I think it’s better to have your personal and work life separate. That way they don’t corrupt each other ‘as quoted by ‘500 days of Summer’ star Zooey Deschanel, makes a hell lot of sense! One question we keep on asking ourselves: ‘Do I work to live or live to work’ and then we go into a dilemma when we try to search a genuine answer to it.
Here are a few tips I follow to maintain balance between the pina and the colada:
1 ) Design a Schedule and stick to it:
Now, I had been doing the infamous graveyard shifts(3 am to 12 noon) for a couple of years in my 1st job. I was almost like a zombie those days! Go to office, come back home and sleep – that’s all I did those maiden years in IT life! The sole cause was that I had no schedule organized for myself. Time, energy and space management is a must for a balance. Be a Disciplined Doer or at least stop being a dawdler!

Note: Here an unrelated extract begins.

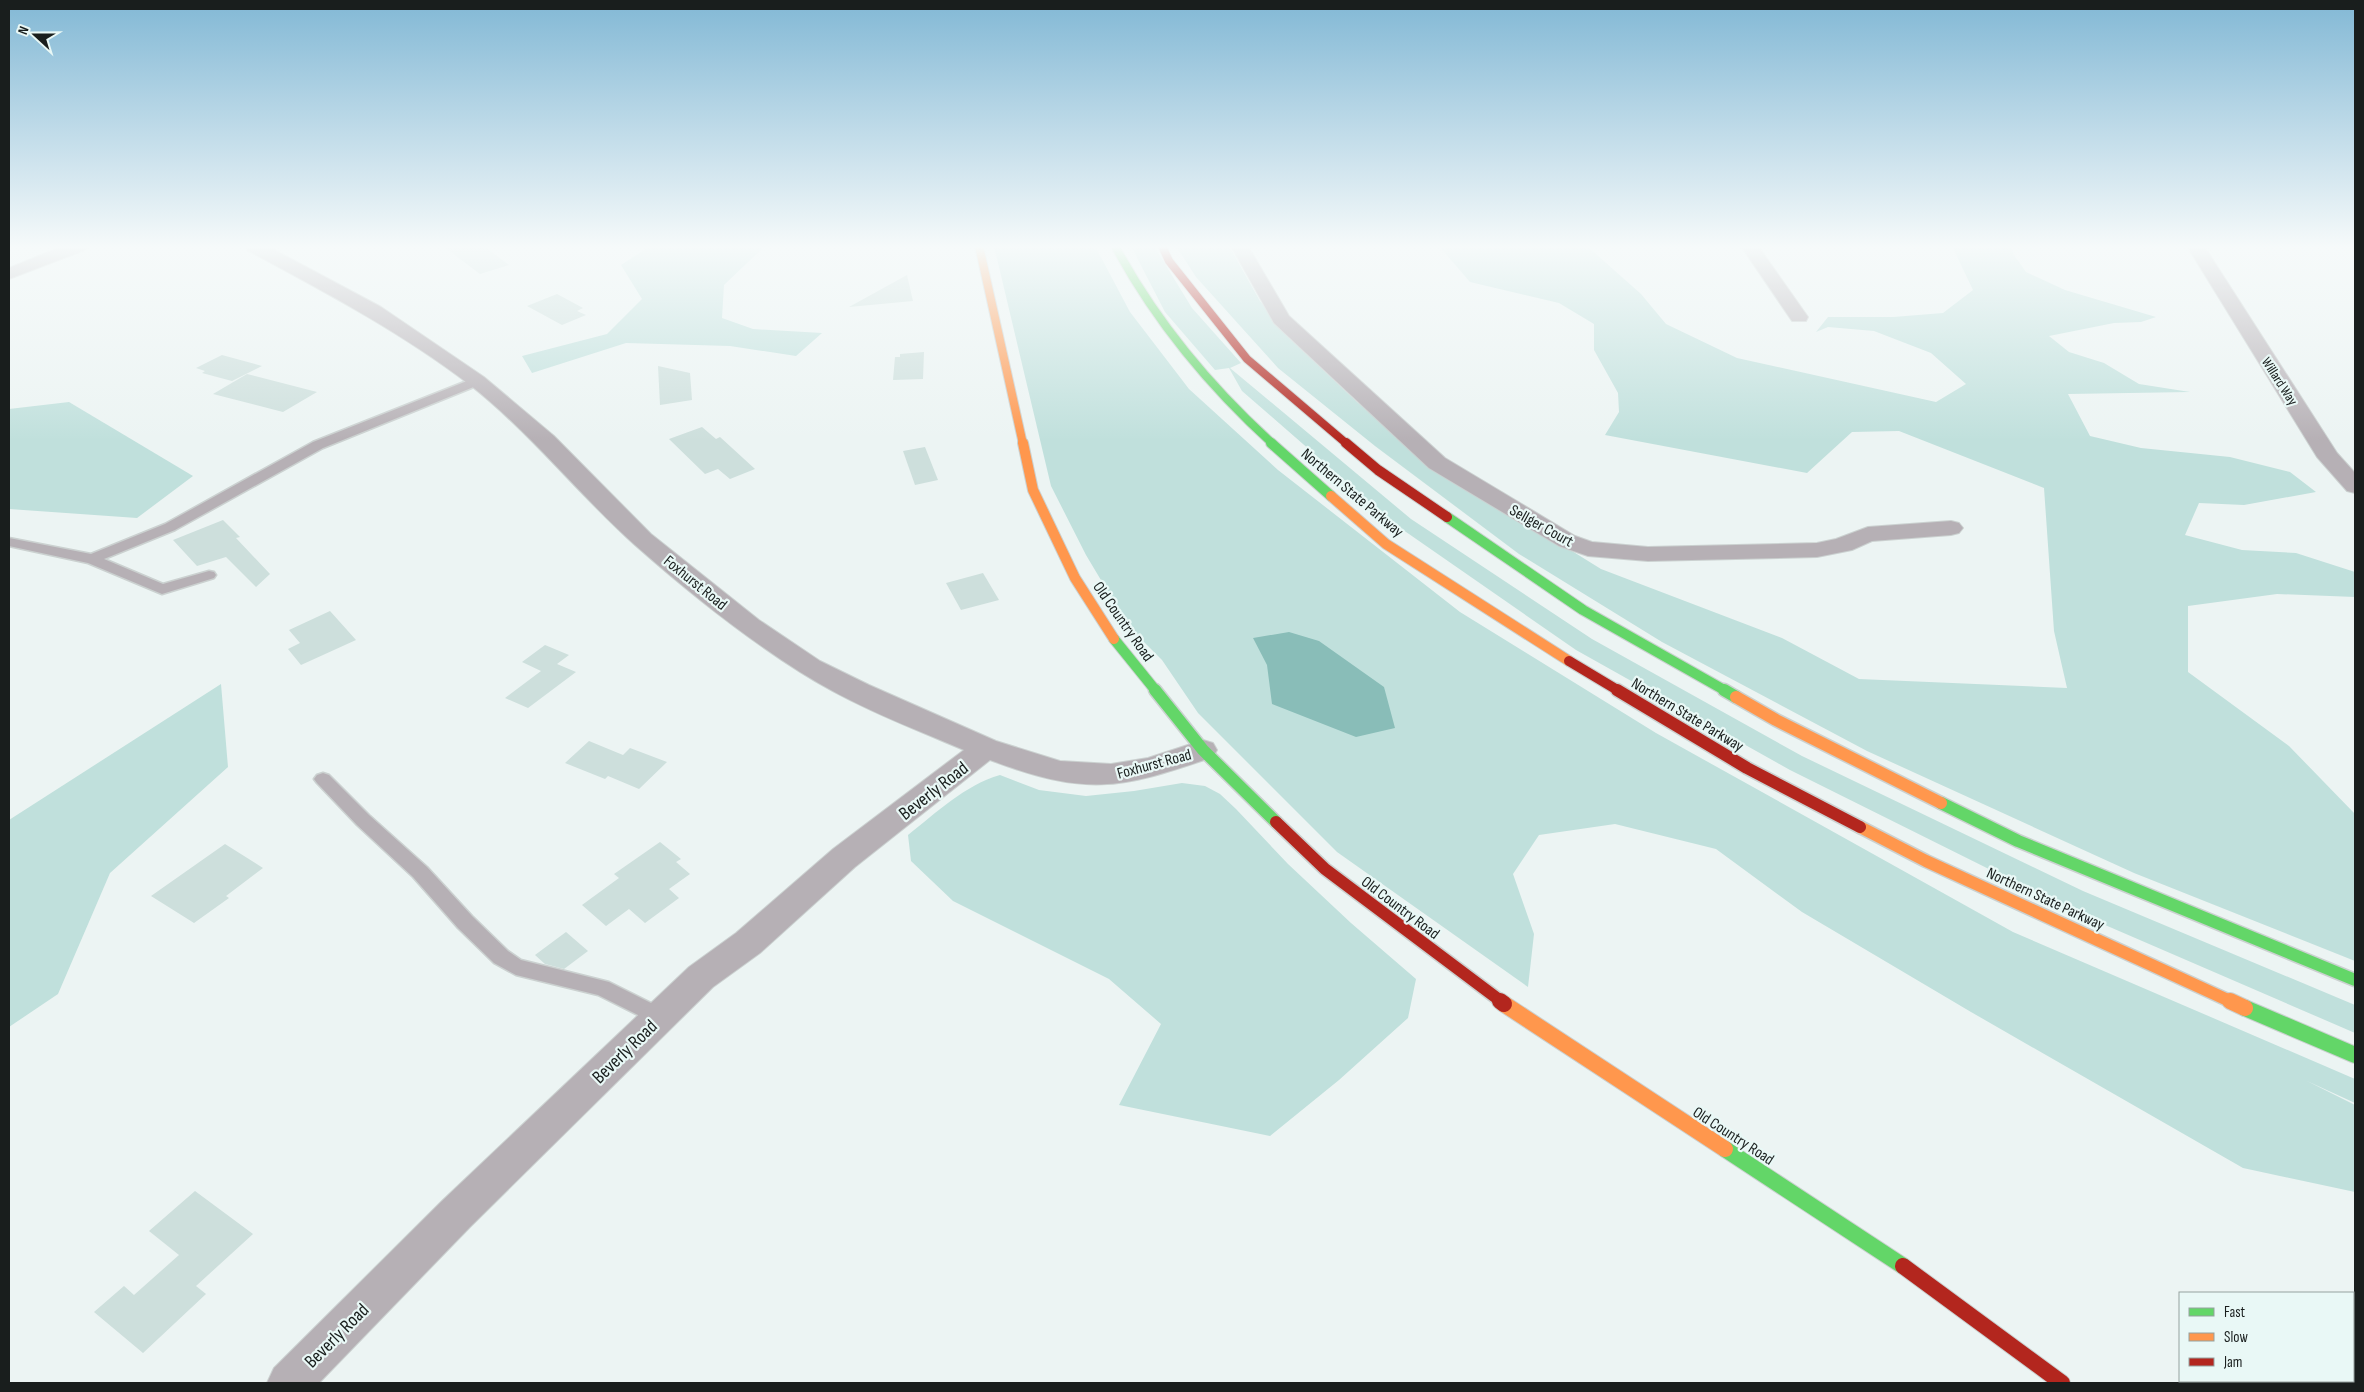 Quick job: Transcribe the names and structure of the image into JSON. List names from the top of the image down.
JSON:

2) Prioritize – You should be sorted out in your head first. Lack of time is actually lack of priorities! Make a list of all tasks, household as well as professional. When you go to office work upon your prioritized tasks first and then the smaller tasks and do the same when at home. Build up a Management Matrix inside your head as a helpful tool to define personal priorities and the barriers you face in allocating time and energy.
3) Beat Work Overload. Be More Effective. Achieve More.
Simplify your life by learning the art of declining. Don’t accept too many responsibilities and projects. Entrust other people (especially junior colleagues who have comparatively less work) with some of your simple tasks. Delegate both in your professional and personal life. Allowing other people to help you will only increase your downtime which you can then effectively use to satisfy the other part of your life. It can be tempting to rack up hours at work, especially if you’re trying to earn a promotion or manage an ever-increasing workload — or simply keeping your head above water. If you’re spending most of your time working, though, your home life will take a hit.
4 ) Spend Healthy Alone Time
Indulge yourself in exercises that will help in stress release.
Don’t take email to bed. Studies show that keeping smartphones in the bedroom can cause insomnia, which leads to work problems.
Take an hour; unplug from the hustle and bustle of life; play guitar or learn salsa or just observe nature from your balcony (follow your deeply hidden passion); sort out your mind peacefully and pamper yourself.
5) Sometimes ‘later’ becomes ‘never’
Try not to keep office work pending. If you have time, do it ‘now’. Nothing adds more anxiety to our lives than having deadlines and commitments that we are having trouble meeting. If you have several projects looming in the future, break them down into smaller projects and make a calendar marking off the completion of these little projects.
6) Take Active Control of Your Finances
Balance comes from financial security at the end of your career. Start the saving process early. Even in the face of daunting debt, you need to start a savings plan for your children’s education and for your retirement.
7) Remember ‘being happy’ does not mean everything is perfect
The best advice to achieve balance is to take your profession seriously, but not yourself. Find ways to inject a little humor into your daily activities for the sake of your own sanity. Today, majority of working class is affected with WWS(Worry Wart Syndrome). Flush out the worries and try to be more sportive. Play with your mind, its ok to be dumb and annoying sometimes, Keep the child inside you active and sprawling!
8) Maintain work ethics while at office
If you want to discuss any personal matter with any of your colleagues, do it outside the office. At work, be professionally involved but emotionally detached. Don’t take criticism to your heart at office; don’t be overly sensitive. Be self-motivated and responsible.
9) Married to your work? Consider the cost
Being workaholic is good but not at the cost of your loved ones. Plan outings or vacations once in a while with your family. The lack of balance between the personal and professional life can cause a burnout, a syndrome that includes emotional exhaustion, depersonalization of relationships, reduced sense of accomplishment (negative self-evaluation), and can be associated with impaired job performance and poor health.